Abashed, amazed, with fear-dilated eye
The marvelling tribes these new-born wonders spy;
See from the shore, bright glittering in the sun,
The moving freightage of each galleon;
Wait till the measured strokes of oars bring near
These way-lost wanderers of another sphere,
Then timorously glad, yet awe-struck still,
Lead from the sunshine to the breezy hill;
With courteous grace a resting place assign
'Neath rustling leaves and grape-empurpled vine,
And led by craft in artless pride make known
The lustrous lurements of their gorgeous zone,
As in the field some skilful ranger sets
The fraudful cordage of his specious nets,
Places some fragrant viand in the snare,
And captive takes the unsuspicious hare;
So the bold strangers with superior will
Lay their base plans with disingenuous skill,
Ope their stored treasures and with art display
Their worthless figments to the air of day,
Roll their large lids, and with grave gestures laud
Each tinsel trinket and each painted gaud;
With mystic signs of strange import apply
Some gew-gaw bauble to the gloating eye;
Touch with nice skill, yet craft-dissembled smile,
Gems from the mine and spices from the Isle,
Affect no care, yet hope a thrifty sale--
The wealth of Empires in th' opposing scale--
While he, the poor victim of their selfish creed,
Prescient of evil art foredoomed to bleed,
Pleased yet alarmed, desiring but deterred,
Flutters still nearer like a snake-charmed bird;
Alas, too often taken with a toy--
Too soon to weep a kindred fate with Troy!

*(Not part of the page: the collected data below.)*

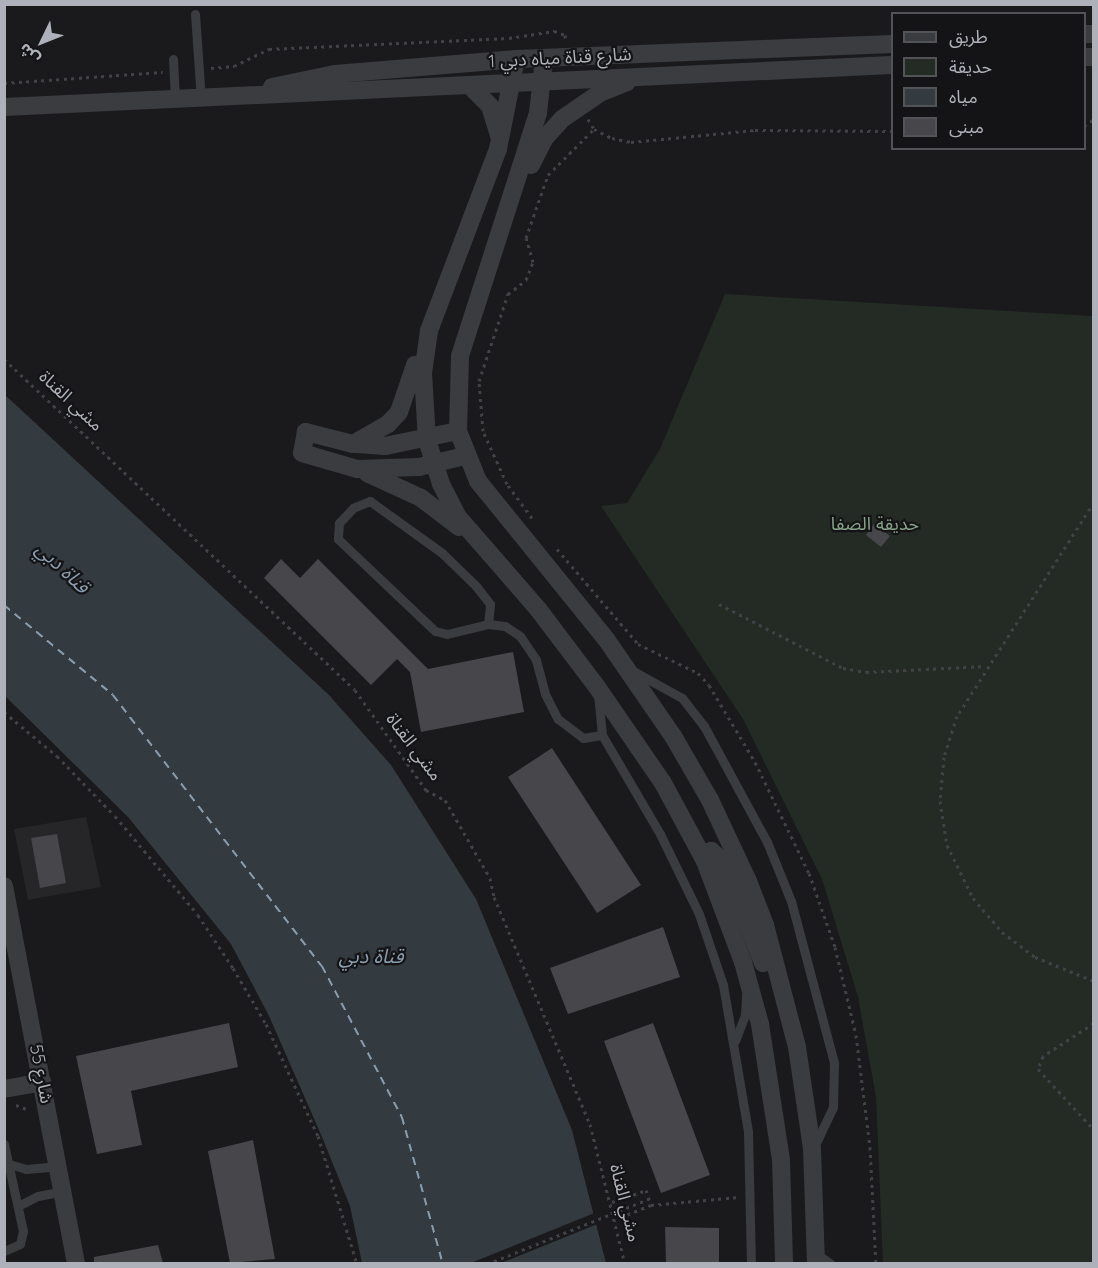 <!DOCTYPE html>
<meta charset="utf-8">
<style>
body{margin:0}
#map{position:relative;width:1098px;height:1268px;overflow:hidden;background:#1a191b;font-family:Quicksand,"Noto Sans Arabic",sans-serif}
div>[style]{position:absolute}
.built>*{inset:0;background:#262628}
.green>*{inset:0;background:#242b25}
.water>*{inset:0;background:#333a40}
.pier>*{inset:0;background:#1a191b}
.ferry>*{height:1.5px;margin-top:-0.75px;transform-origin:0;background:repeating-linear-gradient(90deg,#899daf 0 8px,transparent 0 14px)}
.building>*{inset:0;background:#47474b}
.path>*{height:3px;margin-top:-1.5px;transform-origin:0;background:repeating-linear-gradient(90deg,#414247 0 3px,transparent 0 7.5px)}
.lane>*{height:9px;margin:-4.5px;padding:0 4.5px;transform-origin:4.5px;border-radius:4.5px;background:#3b3c40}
.street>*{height:18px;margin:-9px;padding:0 9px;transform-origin:9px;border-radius:9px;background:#3b3c40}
.path-bridge>*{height:3px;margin-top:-1.5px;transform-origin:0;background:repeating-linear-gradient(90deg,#414247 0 3px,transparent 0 7.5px)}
span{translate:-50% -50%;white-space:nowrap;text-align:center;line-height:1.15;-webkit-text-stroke:4.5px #141416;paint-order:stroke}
.street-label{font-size:18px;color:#aeb1b9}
.park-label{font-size:18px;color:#87a289}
.water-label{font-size:20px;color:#899daf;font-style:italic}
.frame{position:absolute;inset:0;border:6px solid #aeb1b9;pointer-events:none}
.legend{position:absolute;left:891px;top:12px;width:195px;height:138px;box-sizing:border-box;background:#141416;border:2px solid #525357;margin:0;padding:8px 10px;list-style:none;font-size:18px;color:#aeb1b9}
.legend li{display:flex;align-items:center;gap:12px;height:30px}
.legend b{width:30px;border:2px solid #525357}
.north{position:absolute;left:12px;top:12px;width:60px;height:60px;-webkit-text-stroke:4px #141416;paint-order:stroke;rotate:227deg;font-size:16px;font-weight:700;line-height:24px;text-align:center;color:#aeb1b9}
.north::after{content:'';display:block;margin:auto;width:21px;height:27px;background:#aeb1b9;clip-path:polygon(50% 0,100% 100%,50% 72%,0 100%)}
</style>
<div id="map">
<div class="built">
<i style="clip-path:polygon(86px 817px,101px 887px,28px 900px,14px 829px)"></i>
</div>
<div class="green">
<i style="clip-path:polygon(725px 294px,1093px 316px,1093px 1263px,883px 1263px,876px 1097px,858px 997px,822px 879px,743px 719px,601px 506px,627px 503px,660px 449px)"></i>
</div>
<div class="water">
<i style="clip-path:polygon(4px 394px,329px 695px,391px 765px,476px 899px,572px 1130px,606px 1263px,362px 1263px,350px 1206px,322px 1137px,269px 1016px,231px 944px,128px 817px,5px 696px)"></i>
</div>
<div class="pier">
<i style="clip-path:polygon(597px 1212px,600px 1223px,501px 1263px,471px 1263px)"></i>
</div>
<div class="ferry">
<i style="left:4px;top:605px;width:141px;rotate:39.5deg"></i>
<i style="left:113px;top:695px;width:342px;rotate:52.4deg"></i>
<i style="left:322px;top:966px;width:171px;rotate:62.1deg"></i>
<i style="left:402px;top:1117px;width:153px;rotate:74.4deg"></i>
</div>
<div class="building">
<i style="clip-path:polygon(874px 524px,890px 536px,881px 547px,866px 535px)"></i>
<i style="clip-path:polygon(281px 559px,300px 578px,318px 559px,428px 669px,513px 652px,524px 712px,421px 732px,410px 672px,397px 659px,371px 685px,264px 578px)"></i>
<i style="clip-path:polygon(552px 748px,641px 885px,597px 913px,508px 777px)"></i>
<i style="clip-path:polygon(57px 834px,66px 883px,40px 888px,31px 838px)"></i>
<i style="clip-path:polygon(663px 927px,680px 977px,568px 1014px,550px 968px)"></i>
<i style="clip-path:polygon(229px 1023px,238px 1067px,131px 1091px,142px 1145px,97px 1154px,76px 1056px)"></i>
<i style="clip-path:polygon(653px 1023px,710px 1175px,661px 1193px,604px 1041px)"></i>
<i style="clip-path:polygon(253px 1140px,275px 1259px,230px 1263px,208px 1151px)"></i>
<i style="clip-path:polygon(665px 1227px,719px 1228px,719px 1263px,666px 1263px)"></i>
<i style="clip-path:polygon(158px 1245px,163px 1263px,94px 1263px,94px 1257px)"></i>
</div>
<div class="path">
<i style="left:211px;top:68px;width:23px;rotate:-5deg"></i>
<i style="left:234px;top:66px;width:39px;rotate:-26deg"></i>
<i style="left:269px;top:49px;width:240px;rotate:-2.6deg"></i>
<i style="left:509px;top:38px;width:46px;rotate:-8.8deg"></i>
<i style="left:554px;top:31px;width:12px;rotate:20deg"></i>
<i style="left:565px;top:35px;width:6px;rotate:81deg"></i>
<i style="left:4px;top:83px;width:159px;rotate:-4deg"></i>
<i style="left:588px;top:119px;width:12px;rotate:59deg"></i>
<i style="left:594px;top:129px;width:20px;rotate:27deg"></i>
<i style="left:612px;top:138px;width:19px;rotate:12deg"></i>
<i style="left:631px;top:142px;width:125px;rotate:-5.5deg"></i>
<i style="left:755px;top:130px;width:137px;rotate:0.4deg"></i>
<i style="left:1084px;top:126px;width:12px;rotate:-35deg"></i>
<i style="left:4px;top:359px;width:482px;rotate:43.3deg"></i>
<i style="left:355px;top:690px;width:123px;rotate:54.6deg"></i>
<i style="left:426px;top:790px;width:21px;rotate:28deg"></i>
<i style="left:445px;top:800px;width:90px;rotate:60deg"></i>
<i style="left:490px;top:878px;width:19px;rotate:78deg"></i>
<i style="left:494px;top:897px;width:246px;rotate:67.1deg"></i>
<i style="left:590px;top:1124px;width:144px;rotate:76deg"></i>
<i style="left:1094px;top:502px;width:254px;rotate:122.6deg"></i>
<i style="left:957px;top:716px;width:43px;rotate:107.6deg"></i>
<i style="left:944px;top:757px;width:44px;rotate:95.2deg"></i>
<i style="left:940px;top:801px;width:45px;rotate:81deg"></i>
<i style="left:947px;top:845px;width:59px;rotate:63.9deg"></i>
<i style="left:973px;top:898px;width:45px;rotate:49.5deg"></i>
<i style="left:1002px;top:932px;width:41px;rotate:37.1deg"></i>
<i style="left:1035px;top:957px;width:64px;rotate:22.1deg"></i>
<i style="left:532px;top:518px;width:42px;rotate:-126.3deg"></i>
<i style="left:507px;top:484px;width:58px;rotate:-114.4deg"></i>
<i style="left:483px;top:431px;width:50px;rotate:-94.6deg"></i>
<i style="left:479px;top:381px;width:92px;rotate:-71.6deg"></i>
<i style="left:508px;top:294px;width:23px;rotate:-38deg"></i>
<i style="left:526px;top:280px;width:19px;rotate:-69deg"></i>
<i style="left:533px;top:262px;width:25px;rotate:-106deg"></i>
<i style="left:526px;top:238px;width:67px;rotate:-70.8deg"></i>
<i style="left:548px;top:175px;width:65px;rotate:-45deg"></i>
<i style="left:557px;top:549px;width:125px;rotate:49.5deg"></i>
<i style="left:638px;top:644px;width:67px;rotate:25.8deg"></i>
<i style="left:698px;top:673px;width:16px;rotate:47deg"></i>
<i style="left:709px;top:685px;width:90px;rotate:59.1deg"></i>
<i style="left:755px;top:762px;width:123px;rotate:64.1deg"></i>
<i style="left:809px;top:873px;width:78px;rotate:70.6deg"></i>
<i style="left:835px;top:947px;width:90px;rotate:76.6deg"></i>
<i style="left:856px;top:1035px;width:113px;rotate:82.9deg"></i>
<i style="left:870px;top:1147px;width:117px;rotate:87.1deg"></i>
<i style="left:719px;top:604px;width:140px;rotate:27.3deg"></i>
<i style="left:843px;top:668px;width:23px;rotate:10deg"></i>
<i style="left:866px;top:672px;width:120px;rotate:-2.9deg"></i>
<i style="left:4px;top:712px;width:69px;rotate:39.7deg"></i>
<i style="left:57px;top:756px;width:83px;rotate:46deg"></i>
<i style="left:115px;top:816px;width:129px;rotate:50deg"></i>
<i style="left:198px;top:915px;width:64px;rotate:56.6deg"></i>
<i style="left:233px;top:968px;width:65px;rotate:59.5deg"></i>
<i style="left:266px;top:1024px;width:123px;rotate:65.1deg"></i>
<i style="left:318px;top:1136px;width:134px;rotate:73.1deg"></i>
<i style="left:1094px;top:1023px;width:61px;rotate:147.1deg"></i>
<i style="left:1043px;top:1056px;width:14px;rotate:111deg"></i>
<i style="left:1038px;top:1069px;width:83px;rotate:47.4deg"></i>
<i style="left:16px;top:1105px;width:14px;rotate:21deg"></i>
<i style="left:612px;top:1202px;width:36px;rotate:-19deg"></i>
<i style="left:646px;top:1190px;width:16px;rotate:72deg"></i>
<i style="left:651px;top:1205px;width:37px;rotate:158deg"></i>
<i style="left:651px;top:1205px;width:88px;rotate:-5.2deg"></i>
</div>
<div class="lane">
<i style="left:195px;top:14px;width:85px;rotate:86deg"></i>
<i style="left:173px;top:59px;width:41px;rotate:87.2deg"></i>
<i style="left:488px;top:624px;width:20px;rotate:-84deg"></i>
<i style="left:490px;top:604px;width:23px;rotate:-128deg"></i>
<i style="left:476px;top:586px;width:47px;rotate:-135.9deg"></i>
<i style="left:442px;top:553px;width:89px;rotate:-144.2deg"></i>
<i style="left:370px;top:501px;width:18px;rotate:158deg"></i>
<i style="left:353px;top:508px;width:21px;rotate:133deg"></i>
<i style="left:339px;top:523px;width:16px;rotate:94deg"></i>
<i style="left:338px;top:539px;width:134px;rotate:43.5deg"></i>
<i style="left:435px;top:631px;width:12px;rotate:14deg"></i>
<i style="left:447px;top:634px;width:42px;rotate:-13.7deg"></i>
<i style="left:488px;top:624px;width:17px;rotate:7deg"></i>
<i style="left:505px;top:626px;width:18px;rotate:34deg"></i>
<i style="left:520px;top:636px;width:29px;rotate:56deg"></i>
<i style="left:536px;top:660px;width:35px;rotate:75deg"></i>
<i style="left:545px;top:694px;width:28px;rotate:63deg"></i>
<i style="left:558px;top:719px;width:31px;rotate:37deg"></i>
<i style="left:583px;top:738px;width:19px;rotate:-9deg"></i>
<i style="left:635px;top:672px;width:54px;rotate:29deg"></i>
<i style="left:682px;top:698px;width:36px;rotate:52deg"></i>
<i style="left:704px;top:726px;width:132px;rotate:61.5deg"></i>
<i style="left:767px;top:842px;width:64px;rotate:67.9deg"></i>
<i style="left:791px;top:901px;width:168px;rotate:75.1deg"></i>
<i style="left:834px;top:1063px;width:44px;rotate:91.3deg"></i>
<i style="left:833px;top:1107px;width:44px;rotate:115.4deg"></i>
<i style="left:598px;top:693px;width:42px;rotate:84.6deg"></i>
<i style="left:602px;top:735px;width:115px;rotate:59.6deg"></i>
<i style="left:660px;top:834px;width:89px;rotate:64deg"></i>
<i style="left:699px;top:914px;width:75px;rotate:71.3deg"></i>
<i style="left:723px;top:985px;width:149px;rotate:80.3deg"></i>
<i style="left:748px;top:1132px;width:132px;rotate:88.7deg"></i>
<i style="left:735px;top:1041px;width:28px;rotate:-69deg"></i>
<i style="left:745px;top:1015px;width:21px;rotate:-87deg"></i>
<i style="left:4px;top:1144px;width:89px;rotate:77.7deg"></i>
<i style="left:23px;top:1231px;width:13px;rotate:103deg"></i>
<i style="left:20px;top:1244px;width:17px;rotate:156deg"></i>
<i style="left:9px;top:1164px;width:18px;rotate:16deg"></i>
<i style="left:26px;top:1169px;width:32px;rotate:-5deg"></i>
<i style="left:18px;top:1206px;width:22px;rotate:-27deg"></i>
<i style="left:38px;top:1196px;width:25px;rotate:-11deg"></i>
<i style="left:817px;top:1254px;width:17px;rotate:36deg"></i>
</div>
<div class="street">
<i style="left:1084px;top:34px;width:10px"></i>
<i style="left:1084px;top:57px;width:10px"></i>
<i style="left:544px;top:58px;width:55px;rotate:96.2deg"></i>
<i style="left:538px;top:113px;width:255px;rotate:107.8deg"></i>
<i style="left:460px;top:356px;width:75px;rotate:91.5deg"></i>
<i style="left:458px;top:431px;width:54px;rotate:68.2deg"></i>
<i style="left:478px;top:481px;width:203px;rotate:51deg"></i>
<i style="left:606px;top:639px;width:118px;rotate:55.4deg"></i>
<i style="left:673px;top:736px;width:74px;rotate:60deg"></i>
<i style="left:710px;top:800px;width:89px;rotate:64.9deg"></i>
<i style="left:748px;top:881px;width:47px;rotate:68.9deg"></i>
<i style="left:765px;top:925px;width:126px;rotate:75.3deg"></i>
<i style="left:797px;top:1047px;width:103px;rotate:81.6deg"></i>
<i style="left:812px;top:1149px;width:115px;rotate:88deg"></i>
<i style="left:516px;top:59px;width:92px;rotate:101.3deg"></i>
<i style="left:498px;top:149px;width:195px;rotate:110.8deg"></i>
<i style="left:429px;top:331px;width:42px;rotate:98.1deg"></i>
<i style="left:423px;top:373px;width:67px;rotate:86.6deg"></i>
<i style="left:427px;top:440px;width:46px;rotate:72.3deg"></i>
<i style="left:441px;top:484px;width:37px;rotate:63deg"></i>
<i style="left:458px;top:517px;width:122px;rotate:49deg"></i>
<i style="left:538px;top:609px;width:98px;rotate:52.9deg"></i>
<i style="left:597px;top:687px;width:116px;rotate:55.5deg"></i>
<i style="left:663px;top:783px;width:89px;rotate:61.7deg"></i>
<i style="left:705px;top:861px;width:108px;rotate:69.4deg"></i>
<i style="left:743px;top:962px;width:64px;rotate:74.7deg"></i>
<i style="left:760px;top:1024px;width:138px;rotate:81.2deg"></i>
<i style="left:781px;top:1160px;width:104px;rotate:88.3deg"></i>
<i style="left:469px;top:85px;width:30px;rotate:45deg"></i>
<i style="left:490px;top:106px;width:31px;rotate:73deg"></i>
<i style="left:272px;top:87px;width:64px;rotate:-11.7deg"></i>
<i style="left:335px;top:74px;width:182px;rotate:-4.7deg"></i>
<i style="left:516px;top:59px;width:376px;rotate:-2.3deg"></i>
<i style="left:4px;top:107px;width:889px;rotate:-2.71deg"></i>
<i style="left:531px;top:165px;width:29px;rotate:-63deg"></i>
<i style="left:544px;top:139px;width:27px;rotate:-48deg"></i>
<i style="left:562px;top:119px;width:46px;rotate:-34.4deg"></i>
<i style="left:600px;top:93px;width:29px;rotate:-22deg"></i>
<i style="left:458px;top:431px;width:75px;rotate:168.4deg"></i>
<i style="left:385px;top:446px;width:32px;rotate:-176deg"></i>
<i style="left:353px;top:444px;width:49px;rotate:-165.7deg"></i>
<i style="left:306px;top:432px;width:21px;rotate:101deg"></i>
<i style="left:302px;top:453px;width:57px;rotate:16.2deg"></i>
<i style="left:357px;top:469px;width:62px;rotate:-1.8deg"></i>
<i style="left:419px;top:467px;width:47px;rotate:-13.4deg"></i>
<i style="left:353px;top:444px;width:40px;rotate:-29.7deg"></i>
<i style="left:388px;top:424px;width:16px;rotate:-47deg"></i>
<i style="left:399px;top:412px;width:50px;rotate:-71.2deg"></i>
<i style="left:367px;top:473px;width:60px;rotate:24.8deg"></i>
<i style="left:421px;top:498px;width:48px;rotate:37.3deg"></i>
<i style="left:705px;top:861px;width:12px;rotate:-59deg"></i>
<i style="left:711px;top:851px;width:14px;rotate:39deg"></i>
<i style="left:722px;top:860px;width:111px;rotate:68.3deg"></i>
<i style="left:4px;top:886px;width:385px;rotate:79.2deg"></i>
<i style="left:4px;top:1089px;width:39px;rotate:-10deg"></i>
</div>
<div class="path-bridge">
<i style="left:487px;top:1264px;width:175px;rotate:-21.9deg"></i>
</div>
<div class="street-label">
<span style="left:560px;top:58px;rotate:-3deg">شارع قناة مياه دبي 1</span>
<span style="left:71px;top:401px;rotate:43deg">مشي القناة</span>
<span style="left:414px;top:747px;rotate:53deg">مشي القناة</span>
<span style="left:41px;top:1074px;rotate:79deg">شارع 55</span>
<span style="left:625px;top:1203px;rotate:76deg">مشي القناة</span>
</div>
<div class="park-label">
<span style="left:875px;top:524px">حديقة الصفا</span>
</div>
<div class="water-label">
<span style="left:63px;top:567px;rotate:43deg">قناة دبي</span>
<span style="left:371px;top:955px">قناة دبي</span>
</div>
<div class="frame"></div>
<ul class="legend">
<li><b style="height:8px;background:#3b3c40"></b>طريق</li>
<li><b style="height:16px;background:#242b25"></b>حديقة</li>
<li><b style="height:16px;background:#333a40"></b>مياه</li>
<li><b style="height:16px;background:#47474b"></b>مبنى</li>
</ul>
<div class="north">ش</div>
</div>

Evils received, like twilight stars dilate,
The less the light, the larger grows their state;
Thus the first error in that savage air,
Spreads as a flame, and leaves a ruin there.
Too dearly generous and too warmly true,[19]
The simple black wears out the fatal clew,--
From barter flies to trade; from trade to wants;
From wants to interests and derided haunts;
Thence, rolls from off the once-sequestered shore,
The turgid tide of havoc and of war;
No warning ringing from the red adunes,
No prophets rising, and no Laocoons,
Remotest tribes the baleful influence own;
Feel to extremes, and at their centres groan.
Now laughs the stranger at their anguished throes,[20]
Feeds on their ills, and battens on their woes;
Glads his freed conscience at each pillaged mine,
And finds forgiveness at a Christian shrine;
By specious creeds and sophists darkly taught,[21]
To semble virtue and dissemble thought,
With Saviour-seeming smile, adds fuel to the flame,--
Ulysses' craft, without Ulysses' aim,--
And sadly faithful to his dark designs,
Fiction improves; heroic rage refines;
For lo! Achilles, victor of the train!
Draws Hector lifeless, round the Ilian plain;
But ah! these later Greeks more cruel strive,
And bind their victim to the load alive!